What needs to be done:
From the entries that follow, extract each line holding the string "padding".

Provided information:
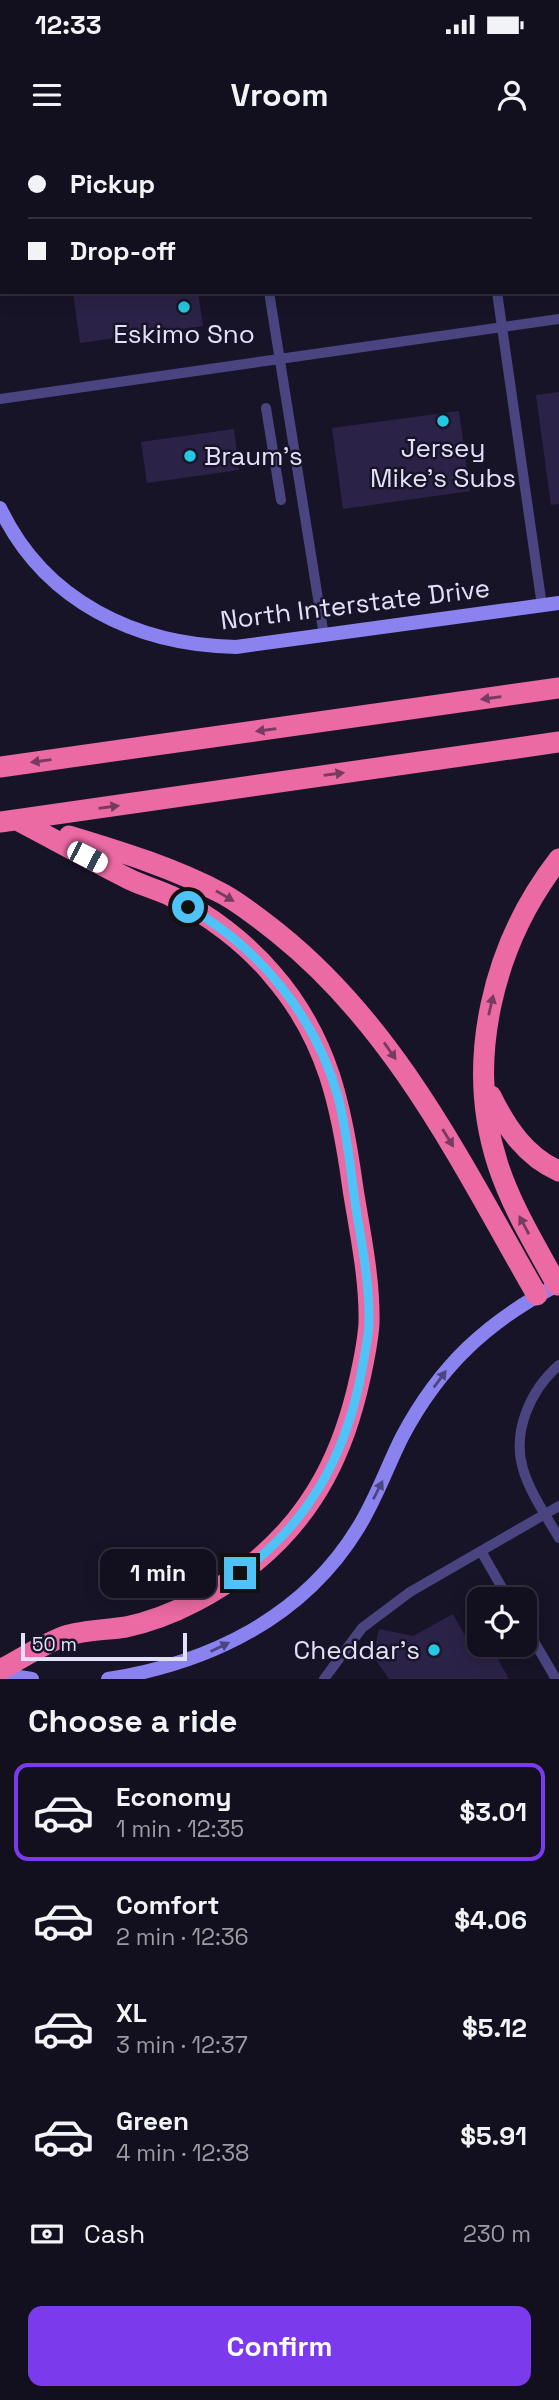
<!DOCTYPE html>
<meta charset="utf-8">
<style>
:root{--surface:#120f1e;--page:#1b1827;--text:#f1f3f6;--muted:#9c9ca4;--line:#312f3c;--accent:#7c3aed}
body{margin:0;font-family:"Space Grotesk",sans-serif;background:var(--page);color:var(--text);height:100vh;display:flex;flex-direction:column;font-size:26px;white-space:nowrap}
*{box-sizing:border-box;margin:0}
p{font-size:23px;color:var(--muted)}
.icon{flex:none;width:38px;height:38px;fill:none;stroke:currentColor;stroke-width:2;stroke-linecap:round;stroke-linejoin:round}
.map{position:relative;height:1539px;overflow:hidden}
.panel{display:flex;flex-direction:column;background:var(--surface);flex:1}
.panel>*{flex:none}
.banner{position:absolute;left:0px;top:0px;width:560px;height:154px;box-shadow:0 4px 18px #0003,0 0 0 2px var(--line);display:grid;align-content:center;height:154px;padding:0 28px;background:var(--surface)}
.fabs{position:absolute;left:467px;top:1447px;display:grid;gap:14px}
.fabs a{display:grid;place-items:center;width:70px;height:70px;border-radius:14px;background:var(--surface);box-shadow:0 4px 18px #0003,0 0 0 2px var(--line);font-size:35px}
.scale{position:absolute;left:21px;bottom:18px;width:166px;box-sizing:border-box;padding-left:7px;border:4px solid #e4e0fb;border-top:0;font-size:19px;line-height:24px;white-space:nowrap;color:#e4e0fb;-webkit-text-stroke:5px #181428;paint-order:stroke}
.end{position:absolute;width:32px;height:32px;margin:-16px;border:9px solid #4fc3f7;background:#111;box-shadow:0 0 0 4px #111}
.from{border-radius:50%}
.bubble{position:absolute;height:49px;border-radius:14px;background:var(--surface);box-shadow:0 4px 18px #0003,0 0 0 2px var(--line);font-size:23px;font-weight:700;line-height:49px;text-align:center}
.car{position:absolute;width:21px;height:42px;margin:-21px -10px;border-radius:9px;box-shadow:0 0 5px 2px #0007;background:linear-gradient(#fff 24%,#345 0 40%,#fff 0 76%,#345 0 86%,#fff 0)}
.banner b{display:flex;align-items:center;gap:24px;height:66px;font-size:26px}
.banner b+b{border-top:2px solid var(--line)}
.banner i{width:18px;height:18px;background:var(--text)}
ul{padding:0;list-style:none}
li{display:flex;align-items:center;gap:21px;height:98px;margin:0 14px 10px;padding:0 14px;border:4px solid transparent;border-radius:14px}
li div{flex:1}
li b{display:block;font-size:26px}
li em{font-style:normal;font-weight:700}
li.selected{border-color:var(--accent)}
li>.icon{width:63px;height:63px;stroke-width:1.5}
h2{padding:0 28px;font-size:32px;line-height:84px}
.pay{display:flex;align-items:center;gap:18px;height:77px;padding:0 28px;font-size:26px}
.pay p{margin-inline-start:auto}
.cta{display:flex;gap:14px;margin-top:auto;padding:14px 28px}
.cta a{flex:1;height:80px;border-radius:14px;background:var(--accent);color:#fff;font-size:28px;font-weight:700;line-height:80px;text-align:center}
.status{display:flex;justify-content:space-between;align-items:center;height:49px;padding:0 35px;background:var(--surface);direction:ltr}
.status svg{height:19px;fill:currentColor}
header{display:flex;justify-content:space-between;align-items:center;height:91px;padding:0 28px;background:var(--surface);font-size:32px;font-weight:700}
.map>svg:first-child{display:block}
.building{fill:#2b2347}
.lines{fill:none;stroke-linecap:round;stroke-linejoin:round}
.lane{stroke:#4a4581;stroke-width:10}
.secondary{stroke:#8a83ef;stroke-width:14}
.highway{stroke:#eb6aa3;stroke-width:21}
.oneway{fill:#773b5f}
.oneway2{fill:#4b4682}
.route{stroke:#4fc3f7;stroke-width:9}
.poi-dot{fill:#25c7e2;stroke:#181428;stroke-width:2.5}
.labels{text-anchor:middle;dominant-baseline:central;stroke-width:5;stroke-linejoin:round;paint-order:stroke}
.poi-label{font-size:26px;fill:#e4e0fb;stroke:#181428}
.street-label{font-size:26px;fill:#e4e0fb;stroke:#181428}
</style>
<div class="status"><b>12:33</b><svg viewBox="0 0 49 12"><path d="M0 12V9h3v3zM5 12V6h3v6zM10 12V3h3v9zM15 12V0h3v12zM26 1h20v11H26zM47 4h2v5h-2z"/></svg></div>
<header><svg class="icon" aria-label="menu" viewBox="0 0 24 24"><path d="M4 6h16M4 12h16M4 18h16"/></svg>Vroom<svg class="icon" aria-label="person" viewBox="0 0 24 24"><circle cx="12" cy="8" r="4"/><path d="M4 21q1-7 8-7t8 7"/></svg></header>
<div class="map">
<svg width="559" height="1539" viewBox="0 0 559 1539">
<rect width="100%" height="100%" fill="#181428"/>
<path class="building" d="M73,152H198L203,186L80,203Z
M559,252V364L551,365L536,255Z
M459,271L470,351L343,369L332,288Z
M234,289L239,330L147,343L141,302Z
M453,1474L468,1501L480,1494V1505H490L509,1539H389L373,1516L379,1489L413,1496Z"/>
<g class="lines">
<path class="lane" d="M473,0V2
M318,2L331,0
M0,48H2
M269,152L324,496
M497,152L542,466
M0,259L559,179
M266,268L281,360
M559,1225C530,1250 512,1292 523,1329C530,1353 547,1377 559,1398
M481,1411L509,1460
M525,1486L556,1539
M324,1539L362,1488L410,1452L559,1366"/>
<path class="secondary" d="M0,368C44,461 136,505 236,507L559,463
M0,1534L32,1539
M108,1539C209,1523 303,1478 358,1388C376,1359 387,1327 402,1297C440,1225 488,1181 559,1144"/>
<path class="highway" d="M0,627L559,548
M0,682L559,602
M69,696C122,712 174,728 223,754C243,765 261,780 279,794C397,889 463,1026 537,1155
M491,956C506,987 526,1017 559,1031
M557,1145C536,1106 512,1068 498,1025C464,921 493,804 559,719
M0,1530C21,1519 43,1504 65,1496C84,1490 106,1490 126,1487C173,1477 220,1451 256,1421C315,1372 344,1311 360,1238C364,1220 368,1201 369,1183C370,1139 360,1093 353,1049C342,968 328,898 272,834C246,803 208,774 171,756C158,750 144,746 131,740C93,721 55,700 17,680"/>
</g>
<defs><path id="oneway-solid" d="M-6-.8H1V-3.2L6.5 0L1 3.2V.8H-6Z" transform="scale(1.75)"/></defs>
<g class="oneway">
<use href="#oneway-solid" transform="translate(491 558) rotate(172)"/>
<use href="#oneway-solid" transform="translate(266 590) rotate(172)"/>
<use href="#oneway-solid" transform="translate(41 621) rotate(172)"/>
<use href="#oneway-solid" transform="translate(334 634) rotate(-8)"/>
<use href="#oneway-solid" transform="translate(109 667) rotate(-8)"/>
<use href="#oneway-solid" transform="translate(225 756) rotate(30)"/>
<use href="#oneway-solid" transform="translate(491 865) rotate(-77)"/>
<use href="#oneway-solid" transform="translate(390 911) rotate(55)"/>
<use href="#oneway-solid" transform="translate(448 998) rotate(58)"/>
<use href="#oneway-solid" transform="translate(524 1085) rotate(-118)"/>
</g>
<g class="oneway2">
<use href="#oneway-solid" transform="translate(440 1239) rotate(-54)"/>
<use href="#oneway-solid" transform="translate(378 1350) rotate(-63)"/>
<use href="#oneway-solid" transform="translate(220 1507) rotate(-26)"/>
</g>
<g class="lines">
<path class="route" d="M188,767C261,809 315,876 338,957C347,991 350,1027 355,1062C361,1102 370,1142 369,1183C368,1202 363,1222 360,1240C343,1320 307,1384 240,1433"/>
</g>
<g class="poi-dot">
<circle cx="184" cy="167" r="7"/>
<circle cx="443" cy="281" r="7"/>
<circle cx="190" cy="316" r="7"/>
<circle cx="434" cy="1510" r="7"/>
</g>
<g class="labels">
<g class="poi-label">
<text x="184" y="194">Eskimo Sno</text>
<text x="443" y="308">Jersey<tspan x="443" dy="30">Mike's Subs</tspan></text>
<text x="204" y="316" text-anchor="start">Braum's</text>
<text x="420" y="1510" text-anchor="end">Cheddar's</text>
</g>
<g class="street-label">
<text transform="translate(355 464) rotate(-7)">North Interstate Drive</text>
</g>
</g>
</svg>
<div class="fabs">
<a><svg class="icon" aria-label="locate" viewBox="0 0 24 24"><circle cx="12" cy="12" r="6"/><path d="M12 2v4M12 18v4M2 12h4M18 12h4"/></svg></a>
</div>
<div class="scale">50 m</div>
<i class="end from" style="left:188px;top:767px"></i>
<i class="end" style="left:240px;top:1433px"></i>
<div class="bubble" style="left:100px;top:1409px;width:116px">1 min</div>
<i class="car" style="left:87px;top:717px;rotate:117deg"></i>
<div class="banner">
<b><i class="from"></i>Pickup</b>
<b><i></i>Drop-off</b>
</div>
</div>
<section class="panel">
<h2>Choose a ride</h2>
<ul>
<li class="selected"><svg class="icon" aria-label="car" viewBox="0 0 24 24"><path d="M5 17H2v-5l4-1 3-4h7l3 4 3 1v5h-3M9 17h6M6 11h13"/><circle cx="7" cy="17" r="2"/><circle cx="17" cy="17" r="2"/></svg><div><b>Economy</b><p>1 min · 12:35</p></div><em>$3.01</em></li>
<li><svg class="icon" aria-label="car" viewBox="0 0 24 24"><path d="M5 17H2v-5l4-1 3-4h7l3 4 3 1v5h-3M9 17h6M6 11h13"/><circle cx="7" cy="17" r="2"/><circle cx="17" cy="17" r="2"/></svg><div><b>Comfort</b><p>2 min · 12:36</p></div><em>$4.06</em></li>
<li><svg class="icon" aria-label="car" viewBox="0 0 24 24"><path d="M5 17H2v-5l4-1 3-4h7l3 4 3 1v5h-3M9 17h6M6 11h13"/><circle cx="7" cy="17" r="2"/><circle cx="17" cy="17" r="2"/></svg><div><b>XL</b><p>3 min · 12:37</p></div><em>$5.12</em></li>
<li><svg class="icon" aria-label="car" viewBox="0 0 24 24"><path d="M5 17H2v-5l4-1 3-4h7l3 4 3 1v5h-3M9 17h6M6 11h13"/><circle cx="7" cy="17" r="2"/><circle cx="17" cy="17" r="2"/></svg><div><b>Green</b><p>4 min · 12:38</p></div><em>$5.91</em></li>
</ul>
<div class="pay"><svg class="icon" aria-label="cash" viewBox="0 0 24 24"><path d="M3 7h18v10H3z"/><circle cx="12" cy="12" r="2"/></svg>Cash<p>230 m</p></div>
<div class="cta"><a>Confirm</a></div>
</section>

Response to this exercise:
.banner{position:absolute;left:0px;top:0px;width:560px;height:154px;box-shadow:0 4px 18px #0003,0 0 0 2px var(--line);display:grid;align-content:center;height:154px;padding:0 28px;background:var(--surface)}
.scale{position:absolute;left:21px;bottom:18px;width:166px;box-sizing:border-box;padding-left:7px;border:4px solid #e4e0fb;border-top:0;font-size:19px;line-height:24px;white-space:nowrap;color:#e4e0fb;-webkit-text-stroke:5px #181428;paint-order:stroke}
ul{padding:0;list-style:none}
li{display:flex;align-items:center;gap:21px;height:98px;margin:0 14px 10px;padding:0 14px;border:4px solid transparent;border-radius:14px}
h2{padding:0 28px;font-size:32px;line-height:84px}
.pay{display:flex;align-items:center;gap:18px;height:77px;padding:0 28px;font-size:26px}
.cta{display:flex;gap:14px;margin-top:auto;padding:14px 28px}
.status{display:flex;justify-content:space-between;align-items:center;height:49px;padding:0 35px;background:var(--surface);direction:ltr}
header{display:flex;justify-content:space-between;align-items:center;height:91px;padding:0 28px;background:var(--surface);font-size:32px;font-weight:700}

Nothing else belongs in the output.